Twenty-six years ago, Radhica Saith published a book titled Why Not a Woman? It paid tribute to more than 100 women in Trinidad who had been making a difference in various spheres of life.

One of the women featured at the time was former government minister and mother of our current AG, Faris Al Rawi. For most of her public life, former Minister Diane Seukeran has been at the forefront of the women’s movement. She has stood solidly in defence of women’s rights, and it is unfortunate that her son is now a leader in an administration that is being accused of covering up sexual harassment.

Almost three decades later, the government has relegated sexual harassment to the status of a policy initiative and not a ‘peep’ from the women’s movement. Why are we complicit in this injustice? Our daughters and granddaughters will not forgive us. Were it not for the man Kirk Waithe, Rolph Balgobin may still be at Angostura and the current investigation into the Darryl Smith affair may have had a more muted response, with the minister of labour happily shunting off complainants to the Equal Opportunities Commission. Well, this is not good enough.

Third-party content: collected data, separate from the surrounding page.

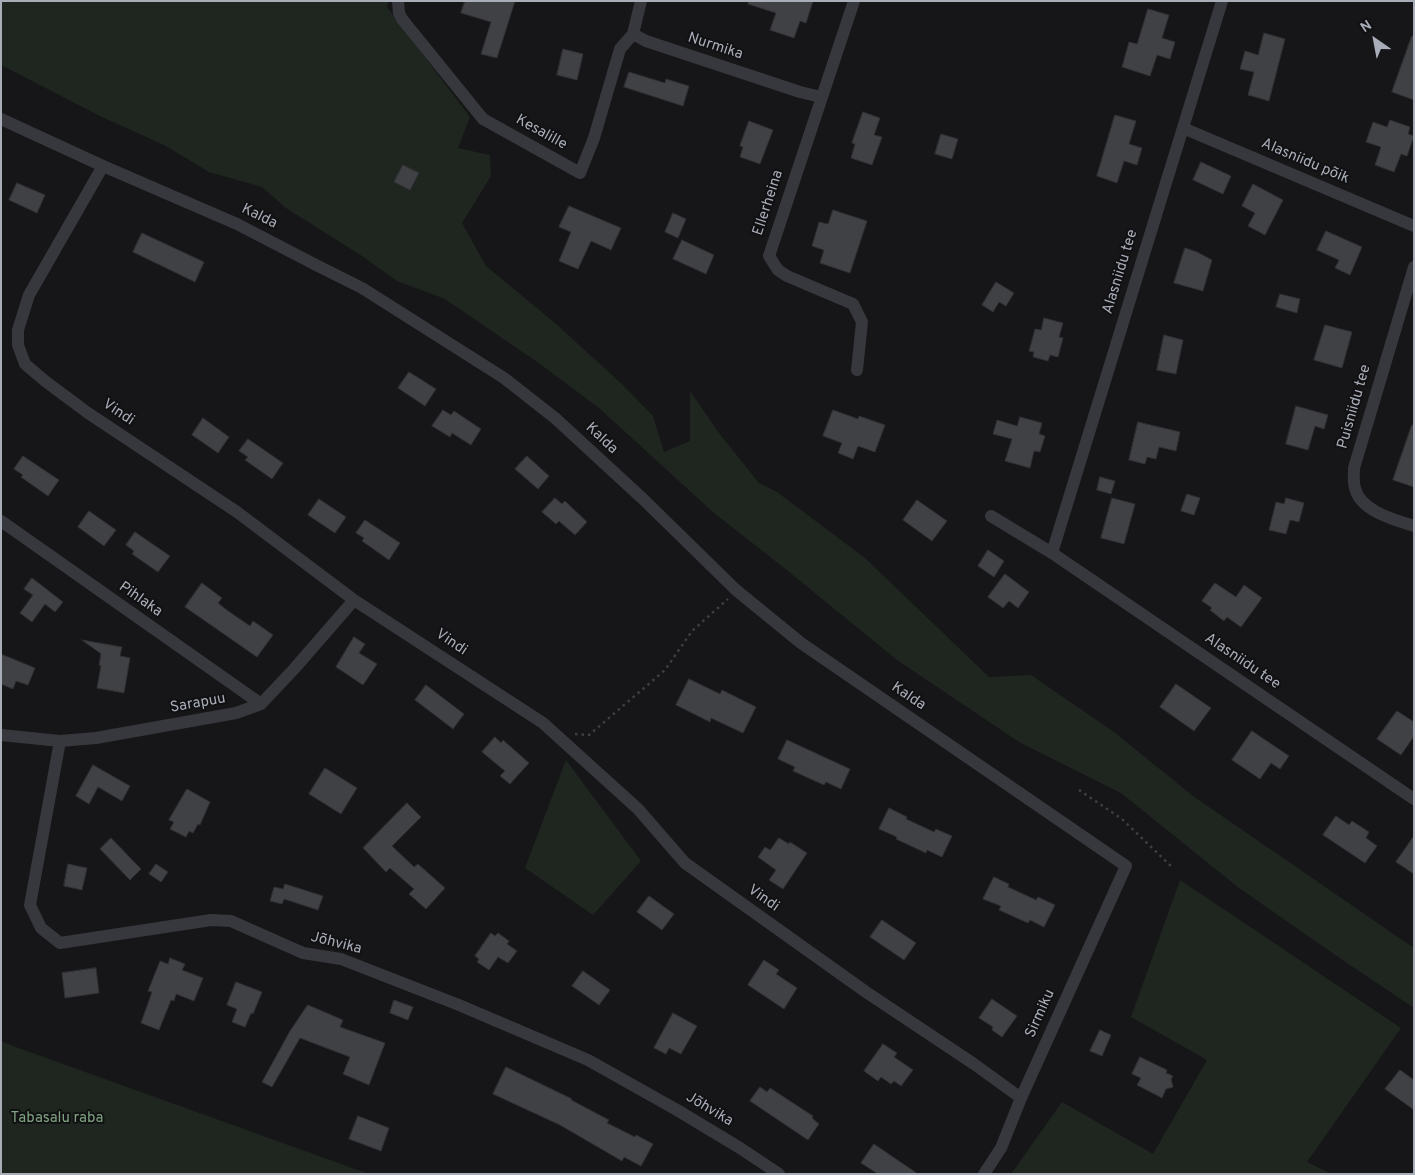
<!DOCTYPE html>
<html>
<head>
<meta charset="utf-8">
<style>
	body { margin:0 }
	#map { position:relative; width:1415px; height:1175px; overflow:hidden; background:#161618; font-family:Overpass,sans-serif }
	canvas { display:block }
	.frame { position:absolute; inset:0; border:2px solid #a8adb8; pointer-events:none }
	.north { position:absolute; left:1350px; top:15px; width:50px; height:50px; -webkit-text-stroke:4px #111113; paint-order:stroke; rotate:327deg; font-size:14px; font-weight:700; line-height:20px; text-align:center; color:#a8adb8 }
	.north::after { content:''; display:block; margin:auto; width:18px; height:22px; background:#a8adb8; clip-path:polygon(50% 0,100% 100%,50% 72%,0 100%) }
</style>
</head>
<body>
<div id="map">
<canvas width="1415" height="1175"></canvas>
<div class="frame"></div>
<div class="north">N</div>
</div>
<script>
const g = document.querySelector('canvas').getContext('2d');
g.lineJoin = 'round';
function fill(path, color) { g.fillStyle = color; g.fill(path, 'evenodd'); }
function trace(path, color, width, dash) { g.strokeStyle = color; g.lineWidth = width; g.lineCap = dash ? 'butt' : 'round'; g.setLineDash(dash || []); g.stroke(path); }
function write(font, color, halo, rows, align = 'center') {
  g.font = font + ' Overpass,sans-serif'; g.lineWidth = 4; g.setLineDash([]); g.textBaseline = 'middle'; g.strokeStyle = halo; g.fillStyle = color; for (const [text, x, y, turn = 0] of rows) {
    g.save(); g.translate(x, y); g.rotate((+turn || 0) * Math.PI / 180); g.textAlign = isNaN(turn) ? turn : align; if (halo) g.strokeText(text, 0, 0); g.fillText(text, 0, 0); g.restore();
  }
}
fill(new Path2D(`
	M1,1H389L387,7L470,117L458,148L490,155L491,176L462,223L486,266L555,323L622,384L653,416L664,452L690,441V391L719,433L759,483L777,492L865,558L989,677L1031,675L1114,732L1193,796L1414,948V1008L1344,961L1239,888L1121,793L1019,742L897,660L788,571L714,513L599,408L540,364L445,299L397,281L362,256L286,208L262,187L209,172L164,145L100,116L1,65Z
	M566,760L641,861L593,915L525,868Z
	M1180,880L1401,1028L1307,1162L1332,1174H1011L1062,1102L1153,1154L1207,1060L1131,1017Z
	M1,1041L13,1046L369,1174H1Z`), '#1e261f');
const building = new Path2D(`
	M465,1H515L497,58L481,54L491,22L461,13Z
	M749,1H813L806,23L800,21L794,38L770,30L776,13L748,4Z
	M1148,9L1169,15L1162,38L1175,42L1170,59L1157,55L1150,76L1122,67L1129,42L1137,44Z
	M1264,33L1285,39L1269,101L1248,95L1254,72L1240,69L1245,51L1258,55Z
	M1412,36H1414V100L1392,92Z
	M563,49L583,54L577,80L557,75Z
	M629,72L665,83L666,79L689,86L683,106L624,87Z
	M863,112L880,118L874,135L882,137L872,165L851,158L855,144L852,143Z
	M1115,115L1136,121L1129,144L1142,148L1137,165L1124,161L1117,183L1097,176Z
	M1390,120L1410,127L1408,134L1414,136L1407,156L1401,154L1394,172L1375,165L1381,147L1366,142L1373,122L1387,127Z
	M749,121L773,130L760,164L740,157L743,147L740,146Z
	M941,134L958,139L952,159L935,154Z
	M1201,162L1231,176L1223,194L1193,180Z
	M403,165L419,173L410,190L394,182Z
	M17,183L45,195L37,213L9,200Z
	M1253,184L1283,200L1265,235L1248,226L1255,213L1242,206Z
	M569,206L621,228L611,250L591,241L578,269L559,261L571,232L559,227Z
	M833,210L867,221L850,273L820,263L824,250L812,246L819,222L828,224Z
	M673,213L686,219L678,238L665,232Z
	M1326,231L1362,247L1350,275L1335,268L1339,260L1317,250Z
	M142,233L204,262L195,282L133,252Z
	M682,240L714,255L706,274L673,259Z
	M1185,248L1197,252L1212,260L1203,291L1174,283Z
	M996,282L1014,293L1006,306L999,302L993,312L982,305Z
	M1280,294L1300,299L1297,313L1276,307Z
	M1044,318L1063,323L1059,337L1063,338L1058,357L1050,355L1048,361L1033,357L1034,352L1029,351L1035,329L1041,330Z
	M1325,325L1352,332L1342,368L1314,360Z
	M1164,335L1183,340L1176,374L1157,370Z
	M409,372L436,389L425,406L398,388Z
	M1296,406L1328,415L1324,429L1315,426L1308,450L1286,444Z
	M443,410L451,415L454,411L481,429L471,445L452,433L450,437L432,426Z
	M833,410L858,419L859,416L885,425L875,452L858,446L853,459L838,453L842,443L823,436Z
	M1020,417L1042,423L1039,434L1045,436L1040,452L1034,451L1030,468L1005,461L1012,439L993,434L997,420L1017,426Z
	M203,418L229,437L218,453L192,435Z
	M1138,422L1180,432L1176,451L1159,447L1156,459L1147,457L1145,464L1129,460Z
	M1412,425H1414V487L1393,480Z
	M248,439L283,463L272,479L245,460L248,457L239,451Z
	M23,456L59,480L48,496L21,477L23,475L14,469Z
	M527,456L549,476L538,489L515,469Z
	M1100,477L1115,481L1111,494L1097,490Z
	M1187,494L1200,498L1194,515L1181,511Z
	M555,498L562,504L565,501L587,522L575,535L559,521L556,524L542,512Z
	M1112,498L1135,504L1124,544L1101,538Z
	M1286,498L1304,503L1299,522L1290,520L1286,534L1269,530L1276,502L1284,504Z
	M319,499L346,517L335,533L308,515Z
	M917,500L947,521L932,541L903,520Z
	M89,511L116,530L104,546L78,527Z
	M365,520L400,543L389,560L362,541L364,538L356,533Z
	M135,532L170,556L158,572L132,554L134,551L126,545Z
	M988,550L1004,561L994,577L978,566Z
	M1005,574L1029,592L1018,608L1009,601L1003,608L988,597Z
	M32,578L63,602L55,612L45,604L32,622L20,613L33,595L24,589Z
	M202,583L222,598L218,603L228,611L250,626L253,621L273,635L257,657L185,607Z
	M1215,583L1236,597L1244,585L1262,598L1241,627L1227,617L1224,621L1210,610L1212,608L1202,601Z
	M354,637L365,644L359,653L377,664L363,685L336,667Z
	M82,640L122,647L120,656L130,658L124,693L97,688L101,666L99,665L101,654Z
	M1,654L35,668L28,685L16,681L13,689L1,684Z
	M689,679L720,694L722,690L756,707L743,733L711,718L710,722L676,705Z
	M1176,684L1211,708L1194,731L1160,707Z
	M426,685L464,714L453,729L415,700Z
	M1397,711L1414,722V736L1401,755L1377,739Z
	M1252,731L1289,756L1280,769L1271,763L1260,779L1232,760Z
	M495,737L501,743L503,740L529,763L510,784L500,776L505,771L482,752Z
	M787,740L850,769L841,789L826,782L824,785L793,771L795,767L778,759Z
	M93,765L130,786L122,801L98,787L89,804L76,796Z
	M325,768L357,788L341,814L309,794Z
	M187,789L210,802L200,825L198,824L193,833L189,831L186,837L170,829L174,822L169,820Z
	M407,803L421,817L392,846L414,867L418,864L445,888L426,909L409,894L414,889L390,868L386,872L363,848Z
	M889,808L907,817L906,819L934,832L936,829L952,836L942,857L927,850L926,853L896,839L897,837L879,829Z
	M1336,816L1349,825L1352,821L1369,832L1366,838L1377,846L1365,863L1323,835Z
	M1414,836V874L1396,862Z
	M111,838L141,869L130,880L100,849Z
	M779,838L789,844L790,842L807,853L783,889L769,880L776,870L758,857L765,847L770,850Z
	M68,864L87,868L82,890L64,886Z
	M156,864L168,872L161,882L149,874Z
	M994,877L1009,884L1008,887L1036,900L1038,897L1055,905L1044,927L1030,920L1028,923L999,910L1001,906L983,899Z
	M285,884L323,896L318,910L284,899L282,904L270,901L274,887L283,889Z
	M649,896L674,914L662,930L637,912Z
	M882,920L916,943L904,960L870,937Z
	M491,933L495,936L498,933L509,941L507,944L517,951L508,963L498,957L489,970L477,962L479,959L475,956Z
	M170,958L185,964L182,970L203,978L194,1001L176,994L174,1001L171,1000L159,1030L141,1023L152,992L148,991L160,961L168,964Z
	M764,960L779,970L776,974L797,988L784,1009L748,985Z
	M96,968L99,993L65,998L62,973Z
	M583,971L610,990L599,1005L572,986Z
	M236,982L262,992L253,1014L251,1013L245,1027L232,1022L237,1009L227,1005Z
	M992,999L1017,1016L1002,1037L992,1030L993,1027L979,1018Z
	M394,1000L413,1007L408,1020L390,1013Z
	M308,1005L343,1020L340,1027L385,1043L369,1085L343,1074L350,1057L300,1038L272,1087L262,1082L290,1031Z
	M673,1013L697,1026L681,1054L669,1048L666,1054L654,1048Z
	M1100,1030L1111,1035L1102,1056L1090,1051Z
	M883,1044L897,1053L894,1057L913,1070L901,1086L894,1081L891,1084L881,1077L878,1081L864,1071Z
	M1140,1057L1167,1070L1166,1073L1173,1076L1171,1079L1173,1087L1166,1089L1162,1098L1137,1085L1141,1078L1132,1074Z
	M506,1067L572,1099L571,1100L609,1120L607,1123L635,1137L636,1135L653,1144L641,1166L624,1157L622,1161L560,1125L493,1094Z
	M1400,1070L1414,1080V1110L1385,1089Z
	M760,1087L767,1092L770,1088L813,1116L812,1118L819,1124L808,1140L750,1101Z
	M358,1116L389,1128L381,1151L349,1139Z
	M874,1144L918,1174H878L861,1163Z`);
fill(building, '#404145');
trace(building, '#303034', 1);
trace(new Path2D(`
	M575,734L589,735L665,670L692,631L728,599
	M1079,790L1122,819L1173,868`), '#3d3f44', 2.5, [2.5, 4]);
trace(new Path2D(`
	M398,1L399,13L402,19L483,119L580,173L594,138L620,49L633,34
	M641,1L633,34L646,41L800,92L821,97
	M854,1L769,256L778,270L787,276L853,304L862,322L857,370
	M1,119L103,166L237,224L318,266L362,288L504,378L555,418L643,499L736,590L801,643L1126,866L1021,1098L1001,1148L984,1174
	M1183,128L1414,226
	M103,166L29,295L18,330V345L25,364L45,381L88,413L237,512L354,600L543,723L638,809L685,863L866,992L974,1064L1021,1098
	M1414,267L1354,468C1354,475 1353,482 1355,488C1360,511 1395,520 1414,526
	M991,516L1052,553L1414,799
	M1,521L261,704
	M1052,553L1222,1
	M1,735L60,741L96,738L236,713L261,704L294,669L354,600
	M60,741L30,905L41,928L60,943L211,920L231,921L303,953L341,959L459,1005L588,1060L677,1110L740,1148L779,1174`), '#37383d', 12);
write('15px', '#a8adb8', '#111113', [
	["Nurmika",715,47,18],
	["Kesalille",541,133,29],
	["Alasniidu põik",1305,162,23],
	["Ellerheina",769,203,-72],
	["Kalda",259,217,26],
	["Alasniidu tee",1121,272,-73],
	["Puisniidu tee",1355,407,-74],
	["Vindi",118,413,34],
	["Kalda",601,439,43],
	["Pihlaka",140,600,35],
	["Vindi",451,643,34],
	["Alasniidu tee",1242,662,34],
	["Kalda",908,697,34],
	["Sarapuu",198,704,-10],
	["Vindi",763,899,35],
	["Jõhvika",336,944,14],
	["Sirmiku",1041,1014,-66],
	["Jõhvika",709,1110,31]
]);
write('15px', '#7fa381', '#111113', [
	["Tabasalu raba",57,1119]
]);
</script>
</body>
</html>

Photo: Former Minister of Sport Darryl Smith and PM Dr Keith Rowley at Brian Lara Stadium opening in 2017. (via trinidadexpress.com)

Nothing less than sexual harassment legislation will provide the women of this country with the systems and structures that are required for their safety in the workplace. I hasten to add that sexual harassment is not a gender issue but, for the moment, the women are falling short in their advocacy for this issue. Where are we? Why are we quiet on this issue? My late mother would have asked: “Cat got yuh tongue?”

Where are the more than 100 organizations who march every year for women’s rights? What is their view about sexual harassment legislation? The landscape is overflowing with commentary about Daryl Smith and who attempted to cover up what, while the substantive issue is being ignored. This sordid issue will play out as it will in the public domain, but what will happen to the persons who continue to be victims? Without legislation, this issue will recur again and again.

The only solution is the implementation of sexual harassment legislation. Governments past and present have demonstrated that whenever they wish to fast track any legislation, they can. Sexual harassment legislation in this country requires urgent and immediate attention, and women must step forward and make our voices heard. If the current prime minister wishes to recover from his analogy of women being like golf courses and, therefore, needed daily grooming, here’s an opportunity for him to get into emergency mode and pilot sexual harassment legislation in parliament. Only a foolish opposition would not support such legislation.

My optimistic interpretation of the resounding silence by women is that this is the calm before the storm. My optimistic view is that the women’s movement is at a breaking point and that this injustice will not continue. Women will rise and demand that the prime minister atones for his intemperance by making sexual harassment legislation part of the successes of the 11th Parliament of the Republic of Trinidad and Tobago.